Pregnancy: Most results from prospective epidemiological studies and world-wide post-marketing data have not been able to detect an increased risk for adverse effects for the foetus and newborn child from the use of inhaled budesonide during pregnancy. It is important for both foetus and mother to maintain an adequate asthma treatment during pregnancy. As with other drugs administered during pregnancy, the benefit of the administration of budesonide for the mother should be weighed against the risks to the foetus. The lowest effective dose of budesonide needed to maintain adequate asthma control should be used.
In animal studies glucocorticosteroids have been shown to induce malformations (see Pharmacology: Toxicology: Preclinical safety data under Actions). This is not likely to be relevant for humans given recommended doses.
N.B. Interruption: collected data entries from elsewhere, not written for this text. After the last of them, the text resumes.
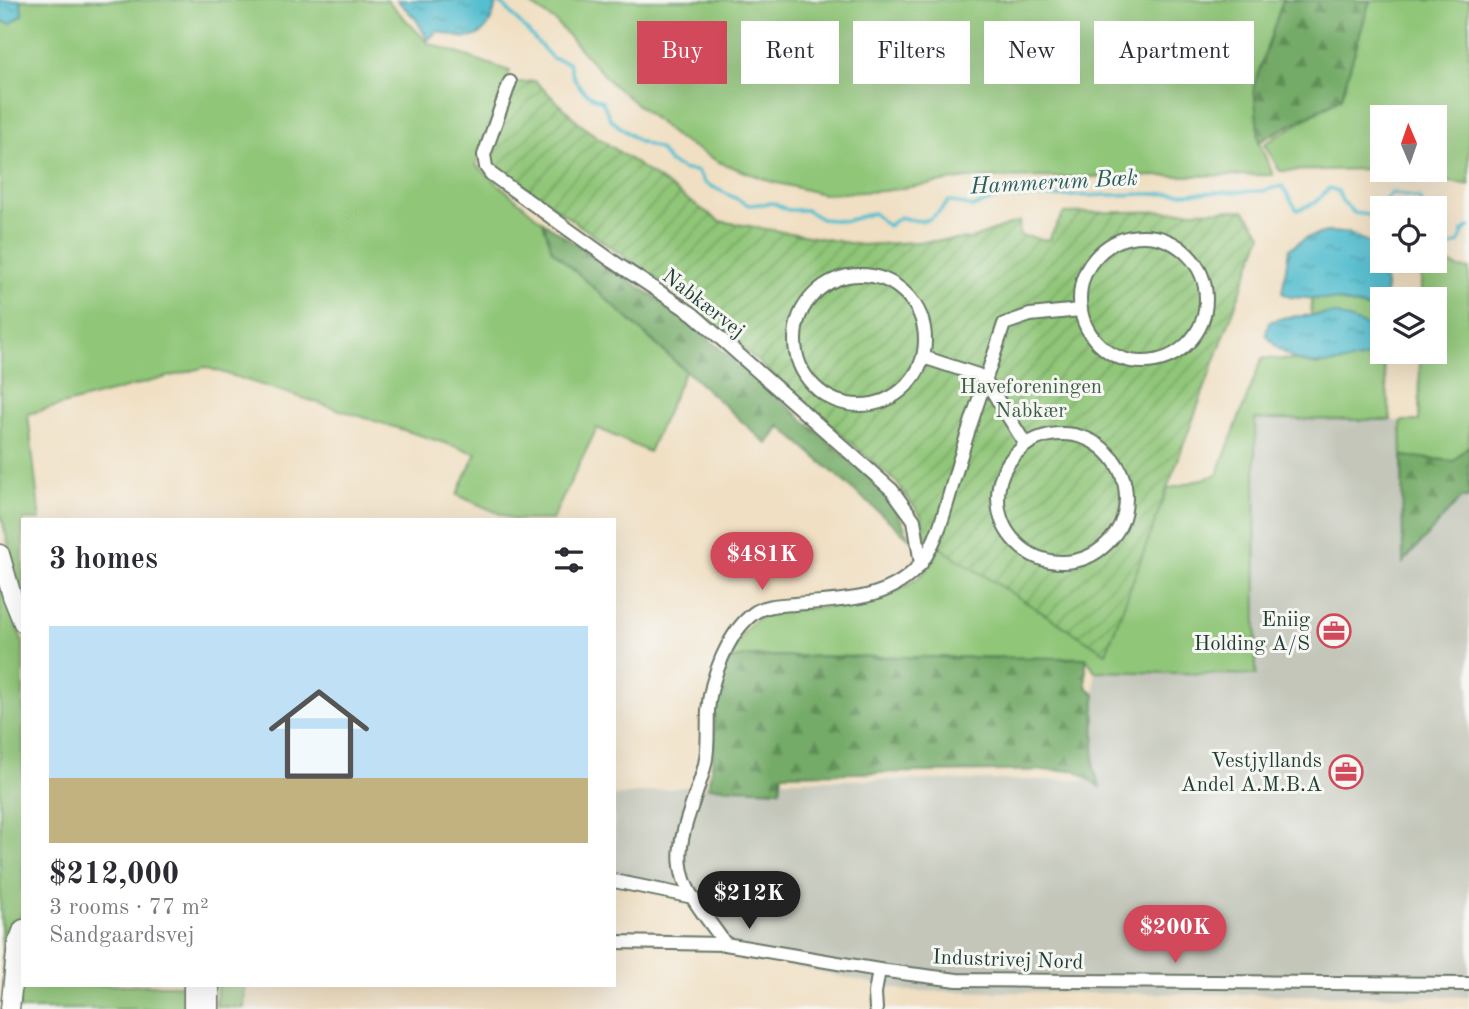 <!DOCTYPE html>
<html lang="en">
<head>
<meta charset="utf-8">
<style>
  body { margin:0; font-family:"Old Standard TT",serif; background:#f2f2f3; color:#2b2b33; height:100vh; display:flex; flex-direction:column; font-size:26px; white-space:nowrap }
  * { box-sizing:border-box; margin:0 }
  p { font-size:23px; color:#7c7c81 }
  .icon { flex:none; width:38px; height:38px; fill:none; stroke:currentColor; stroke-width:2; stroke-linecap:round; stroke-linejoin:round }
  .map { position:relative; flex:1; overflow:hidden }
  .side { position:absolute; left:21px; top:518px; width:595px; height:469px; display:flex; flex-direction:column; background:#fff; border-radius:0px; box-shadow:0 7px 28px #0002 }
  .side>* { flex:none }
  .guide { position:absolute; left:637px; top:21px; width:665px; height:63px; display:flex; gap:14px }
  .needle { width:46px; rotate:358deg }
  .buttons { position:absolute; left:1370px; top:105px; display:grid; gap:14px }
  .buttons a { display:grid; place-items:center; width:77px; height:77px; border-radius:0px; background:#fff; box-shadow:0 7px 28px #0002; font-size:35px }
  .price { position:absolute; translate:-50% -60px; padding:0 16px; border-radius:24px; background:#d1495b; color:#fff; font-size:23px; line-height:46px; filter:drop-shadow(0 2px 4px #0008) }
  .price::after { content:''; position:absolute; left:50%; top:42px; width:21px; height:16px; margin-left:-10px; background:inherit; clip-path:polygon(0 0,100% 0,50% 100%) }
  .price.selected { background:#222; color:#fff }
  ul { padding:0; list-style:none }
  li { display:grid; align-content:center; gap:14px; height:371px; padding:0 28px }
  li span { display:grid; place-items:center; height:217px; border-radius:0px; color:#555 }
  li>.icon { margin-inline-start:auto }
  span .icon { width:126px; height:126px; fill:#fffc; stroke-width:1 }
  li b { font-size:30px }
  h2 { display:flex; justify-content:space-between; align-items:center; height:84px; padding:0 28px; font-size:30px }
  .pill { padding:0 24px; border-radius:0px; background:#fff; box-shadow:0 7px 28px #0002; font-size:24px; line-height:63px }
  .pill.selected { background:#d1495b; color:#fff }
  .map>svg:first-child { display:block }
  .industrial { fill:#c3c6b9 }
  .grass { fill:#90c678; stroke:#588256; stroke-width:2; fill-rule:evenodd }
  .forest { fill:url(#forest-firs); stroke:#4a744e; stroke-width:2 }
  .garden { fill:url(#garden-furrows); stroke:#588256; stroke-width:2 }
  .water { fill:url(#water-ripples); stroke:#3a7e82; stroke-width:2 }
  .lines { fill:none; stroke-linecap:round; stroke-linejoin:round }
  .stream { stroke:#54becf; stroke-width:3.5 }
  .minor-casing { stroke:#687666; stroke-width:16 }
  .highway-casing { stroke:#687666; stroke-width:21 }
  .minor { stroke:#fff; stroke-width:12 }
  .highway { stroke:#fff; stroke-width:18 }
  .labels { text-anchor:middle; stroke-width:6; stroke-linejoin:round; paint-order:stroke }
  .street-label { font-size:21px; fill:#1f3d34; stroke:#f6f6f2 }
  .park-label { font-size:21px; fill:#3b5f45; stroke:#f6f6f2 }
  .poi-label { font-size:21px; fill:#1f3d34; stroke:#f6f6f2; text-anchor:end }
  .water-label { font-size:23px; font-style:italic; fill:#2c5d5b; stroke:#f6f6f2 }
</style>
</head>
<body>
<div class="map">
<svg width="1469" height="1009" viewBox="0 0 1469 1009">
  <defs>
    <pattern id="forest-firs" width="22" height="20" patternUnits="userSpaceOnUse" patternTransform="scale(1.75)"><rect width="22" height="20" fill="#74ab68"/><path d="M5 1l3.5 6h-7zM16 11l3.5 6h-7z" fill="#5f8c56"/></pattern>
    <pattern id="garden-furrows" width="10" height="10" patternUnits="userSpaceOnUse" patternTransform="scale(1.75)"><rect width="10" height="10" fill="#90c678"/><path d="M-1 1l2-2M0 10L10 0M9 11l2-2" fill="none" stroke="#75a263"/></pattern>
    <pattern id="water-ripples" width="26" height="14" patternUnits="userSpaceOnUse" patternTransform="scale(1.75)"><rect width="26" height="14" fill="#54becf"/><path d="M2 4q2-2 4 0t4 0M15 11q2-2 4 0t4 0" fill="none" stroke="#459ca9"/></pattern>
  </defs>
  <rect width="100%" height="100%" fill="#f6f6f2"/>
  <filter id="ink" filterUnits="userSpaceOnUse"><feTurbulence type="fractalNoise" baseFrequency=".0143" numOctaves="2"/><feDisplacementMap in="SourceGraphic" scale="14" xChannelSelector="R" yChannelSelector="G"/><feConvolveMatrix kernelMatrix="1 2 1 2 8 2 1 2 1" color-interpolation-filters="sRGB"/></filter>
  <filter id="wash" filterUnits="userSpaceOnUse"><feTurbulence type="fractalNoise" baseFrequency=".00686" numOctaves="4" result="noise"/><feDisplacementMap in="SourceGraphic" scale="28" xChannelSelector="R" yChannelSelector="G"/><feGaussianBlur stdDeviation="1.57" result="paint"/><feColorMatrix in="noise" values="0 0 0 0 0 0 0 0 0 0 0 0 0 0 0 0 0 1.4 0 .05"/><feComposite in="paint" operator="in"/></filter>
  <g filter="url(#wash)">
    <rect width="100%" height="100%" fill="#f0dfc2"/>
    <polygon class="industrial" points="1255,418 1410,421 1408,477 1469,474 1469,997 908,991 779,963 707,933 681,889 614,875 614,796 739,780 1094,780 1095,671 1256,675"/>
    <g class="grass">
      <polygon points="0,0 387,0 428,43 510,71 476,165 543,222 552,250 685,371 649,452 597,428 552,520 514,520 457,495 476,453 205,367 28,414 40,520 23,520 23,599 0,512"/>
      <polygon points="524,0 1283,0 1254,86 1259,142 1273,175 968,178 884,191 823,194 769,181 719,162 676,137 610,82 555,21"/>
      <path d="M1370,0H1469V185L1367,169L1280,171L1264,144L1341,98ZM1382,117H1435V170H1382Z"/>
      <polygon points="1435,256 1458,268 1469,269 1469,445 1454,461 1402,456 1401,421 1419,421 1420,352 1435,352 1435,299 1421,299 1421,261 1435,261"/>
      <path d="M1312,298L1336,300L1382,312L1381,345L1391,420L1255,419L1256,675L1095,671L1086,658L751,656L729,660C741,637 746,620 773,611C823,606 888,610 925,571C931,564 935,555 939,547L1106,652L1167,489L1217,475L1262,358L1292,360L1317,365L1379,355L1335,314L1311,315Z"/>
      <polygon points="0,581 23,643 23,910 10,942 4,983 0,902"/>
      <polygon points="23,975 23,985 184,985 184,1009 19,1009"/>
      <polygon points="217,985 245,985 244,1008 216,1006"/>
    </g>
    <g class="forest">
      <polygon points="1283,0 1370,0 1341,98 1259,142 1254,86"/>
      <polygon points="543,222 675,311 782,401 889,494 910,539 781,427 767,444 552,250"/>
      <polygon points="1469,445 1469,498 1461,498 1403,563 1402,456 1454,461"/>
      <polygon points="751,656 1086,658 1086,686 1095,695 1094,769 1100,787 1075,770 782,774 780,790 708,787 713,758 715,703 729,660"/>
    </g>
    <polygon class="garden" points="535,81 586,129 719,221 861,245 971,239 1020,221 1019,235 1048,240 1064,213 1244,210 1262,234 1106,653 939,547 924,534 922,517 896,482 693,305 488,161 515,83"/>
    <g class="water">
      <polygon points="0,0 21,0 22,15 10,24 0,20"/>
      <path d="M397,0H497C493,19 485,42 460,37C453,36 445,33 437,31L428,40L416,19Z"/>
      <polygon points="1326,232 1347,233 1375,245 1386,285 1385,299 1382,299 1382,312 1336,300 1290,297 1282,293 1289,249 1306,238"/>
      <path d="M1335,314L1367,326L1381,345L1379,355C1335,364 1295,377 1266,334L1269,322L1286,317Z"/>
    </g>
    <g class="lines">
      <g class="stream">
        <path d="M493,0L504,6L552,58L569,63C573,82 583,95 602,101L611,120L638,141L659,149L670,163L685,170L697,171L705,183L749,205L773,203L788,210H806L821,219L846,221L873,213L888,226L900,217C927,225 931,221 949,201L972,207L999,198L1262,191L1282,186L1297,210L1315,203L1329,188L1338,191L1342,201L1354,213L1369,215L1392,193L1418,198L1425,208"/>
        <polyline points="1435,230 1443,237 1449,247 1459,243 1463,231 1469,227"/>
      </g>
    </g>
  </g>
  <g filter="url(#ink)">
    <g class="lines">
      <defs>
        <g id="minor">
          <polyline points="510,82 484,155 486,167 491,174 611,260 693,314 892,490 914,520 921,564"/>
          <circle cx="1143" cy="299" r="63"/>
          <circle cx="860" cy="340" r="65"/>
          <polyline points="923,357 978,375 986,381 1026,445"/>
          <circle cx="1062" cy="498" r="64"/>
          <polyline points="614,881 693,897"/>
          <polyline points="614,942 725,944 879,970 957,980 1469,984"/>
          <path d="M725,944C710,920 684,895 681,866C676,835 698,795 705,764C709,747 707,729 708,711C710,680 728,632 754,613C765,605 782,605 795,604C839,600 891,602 921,563C941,538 951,486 961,455C974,411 990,368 1004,324L1030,315L1080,310"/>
          <polyline points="876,1009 875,993 879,970"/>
        </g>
        <g id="highway">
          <polyline points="0,554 12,596 23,623"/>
          <polyline points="210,985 210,1009"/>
          <polyline points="10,1009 17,944 23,929"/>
          <polyline points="193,1009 193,985"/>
        </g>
      </defs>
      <use href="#minor" class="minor-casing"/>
      <use href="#highway" class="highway-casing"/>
      <use href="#minor" class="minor"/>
      <use href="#highway" class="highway"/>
    </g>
  </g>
  <defs>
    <symbol id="office-ring" viewBox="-11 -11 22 22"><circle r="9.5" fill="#f6f6f2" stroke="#d1495b" stroke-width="1.5"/><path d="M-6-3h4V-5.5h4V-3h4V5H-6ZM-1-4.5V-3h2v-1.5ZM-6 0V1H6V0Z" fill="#d1495b"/></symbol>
  </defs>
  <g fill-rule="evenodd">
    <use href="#office-ring" x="1315" y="612" width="38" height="38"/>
    <use href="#office-ring" x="1327" y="753" width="38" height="38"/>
  </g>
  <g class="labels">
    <g class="street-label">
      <text transform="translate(704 303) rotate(38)" y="7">Nabkærvej</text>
      <text transform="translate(1008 959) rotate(2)" y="7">Industrivej Nord</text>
    </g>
    <g class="park-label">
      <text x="1031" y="393">Haveforeningen<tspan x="1031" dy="24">Nabkær</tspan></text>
    </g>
    <g class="poi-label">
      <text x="1310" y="626">Eniig<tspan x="1310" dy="24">Holding A/S</tspan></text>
      <text x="1322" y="767">Vestjyllands<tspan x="1322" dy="24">Andel A.M.B.A</tspan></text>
    </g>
    <g class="water-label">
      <text transform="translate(1054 181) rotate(-3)" y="8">Hammerum Bæk</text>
    </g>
  </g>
</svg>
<div class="buttons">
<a><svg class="needle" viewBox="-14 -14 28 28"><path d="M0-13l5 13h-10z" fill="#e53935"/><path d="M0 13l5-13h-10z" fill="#7c7c81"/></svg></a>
<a><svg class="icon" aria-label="locate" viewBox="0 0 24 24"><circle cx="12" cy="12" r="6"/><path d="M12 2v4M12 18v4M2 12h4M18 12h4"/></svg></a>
<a><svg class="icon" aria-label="layers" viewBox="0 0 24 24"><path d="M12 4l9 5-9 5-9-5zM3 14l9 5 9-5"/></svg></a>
</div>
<b class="price" style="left:762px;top:592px">$481K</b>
<b class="price selected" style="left:749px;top:931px">$212K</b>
<b class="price" style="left:1175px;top:965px">$200K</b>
<div class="guide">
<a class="pill selected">Buy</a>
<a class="pill">Rent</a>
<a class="pill">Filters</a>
<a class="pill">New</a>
<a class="pill">Apartment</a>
</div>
<section class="side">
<h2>3 homes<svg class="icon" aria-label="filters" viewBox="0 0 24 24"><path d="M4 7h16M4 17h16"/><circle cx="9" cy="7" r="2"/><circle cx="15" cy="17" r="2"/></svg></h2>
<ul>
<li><span style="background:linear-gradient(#bfe0f5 70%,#c2b280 0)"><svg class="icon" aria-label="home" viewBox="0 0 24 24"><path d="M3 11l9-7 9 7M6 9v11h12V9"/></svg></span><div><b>$212,000</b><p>3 rooms · 77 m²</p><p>Sandgaardsvej</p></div></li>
</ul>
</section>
</div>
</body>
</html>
Animal studies have also identified an involvement of excess prenatal glucocorticoids in increased risks for intrauterine growth retardation, adult cardiovascular disease and permanent changes in glucocorticoid receptor density, neurotransmitter turnover and behaviour at exposures below the teratogenic dose range.
Breastfeeding: Budesonide is excreted in breast milk. However, at therapeutic doses of budesonide no effects on the suckling child are anticipated. Budesonide can be used during breast feeding.
Maintenance treatment with inhaled budesonide (200 or 400 microg twice daily) in asthmatic nursing women results in negligible systemic exposure to budesonide in breast-fed infants.
In a pharmacokinetic study, the estimated daily infant dose was 0.3% of the daily maternal dose for both dose levels, and the average plasma concentration in infants was estimated to be 1/600th of the concentrations observed in maternal plasma, assuming complete infant oral bioavailability. Budesonide concentrations in infant plasma samples were all less than the limit of quantification.
Based on data from inhaled budesonide and the fact that budesonide exhibits linear PK properties within the therapeutic dosage intervals after nasal, inhaled, oral and rectal administrations, at therapeutic doses of budesonide, exposure to the suckling child is anticipated to be low.
Administration of inhaled budesonide to women who are breast-feeding should only be considered if the expected benefit to the mother is greater than any possible risk to the child.